35        It becomes apparent that this court has regarded the touchstone for liability to be “proximity”. In essence, before liability may be imposed upon a defendant for pure economic loss, a court must be satisfied that all the circumstances of the case give rise to a relationship whereby the defendant owes a duty to the plaintiff to avoid the particular loss suffered by the plaintiff. In doing so, the court must likewise be satisfied that there are no policy reasons why such a duty ought not to be imposed.

36        We should also hasten to add, for the avoidance of doubt, that our restatement of the principle in RSP Architects should not be construed as reverting to the two-stage test in Anns v Merton London Borough Council [1978] AC 728. While the two-stage test propounded by Lord Wilberforce sought to focus entirely on foreseeability as the sole requirement of the first limb, the “proximity” requirement as understood in RSP Architects purports to encompass more than just the element of foreseeability. Other factors that would go towards the establishment of a duty of care would include the reliance placed upon the defendant’s professed skill, the defendant’s assumption of duty and the exact relationship between the parties. However, we do not wish to set down a closed list of factors which a court must consider as each case will inevitably present a multitude of different factors.

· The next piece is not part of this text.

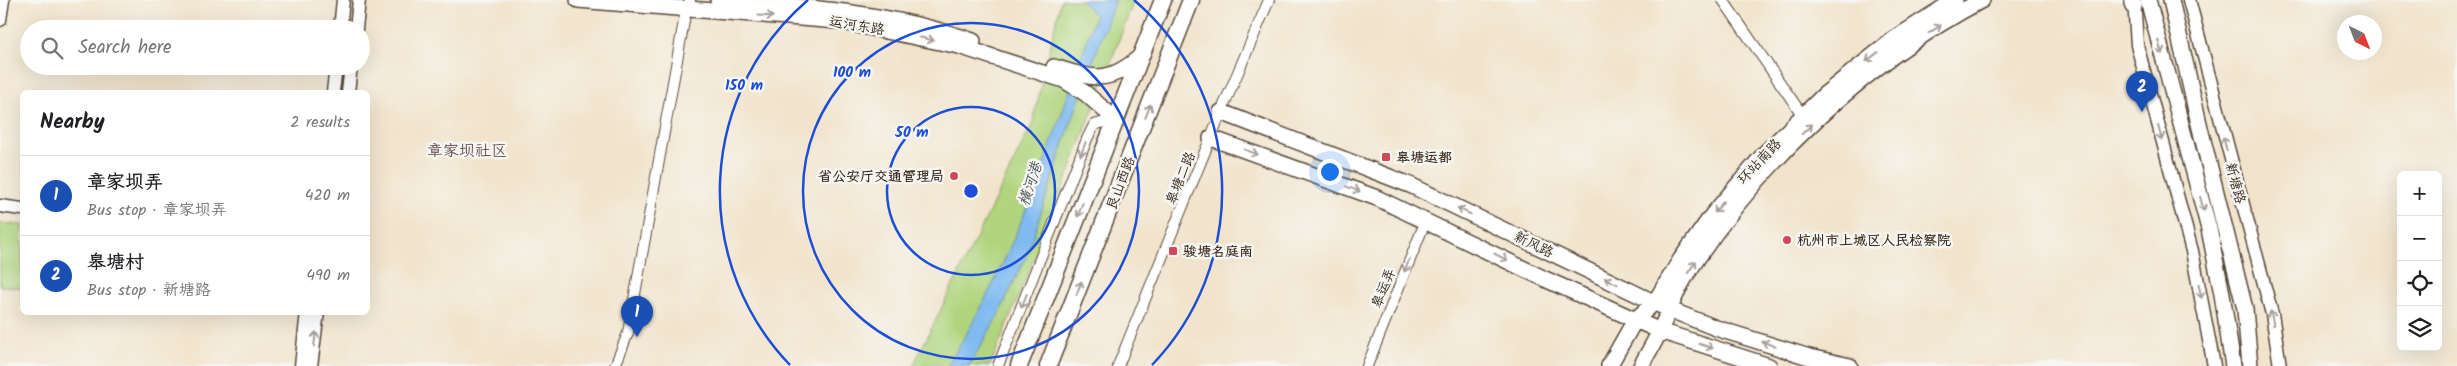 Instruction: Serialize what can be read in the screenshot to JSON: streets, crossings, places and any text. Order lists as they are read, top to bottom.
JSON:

37        We are equally aware that the foregoing discussion may be viewed by some as a mere exercise in semantics and that the various factors discussed may be nothing more than “labels” that a court chooses to adopt once it has predetermined that a duty of care must be imposed. Despite the rather unfortunate usage of the term “label” by Thean JA in RSP Architects, we say that the factors alluded to are crucial indicators that a court must look for in order to satisfy itself that there exist circumstances which justify the imposition of a duty of care.

38        Accordingly, we applied the local test of “proximity” and “policy” to determine if the respondent, in the present case, should be under a duty of care to avoid the loss that the appellant suffered.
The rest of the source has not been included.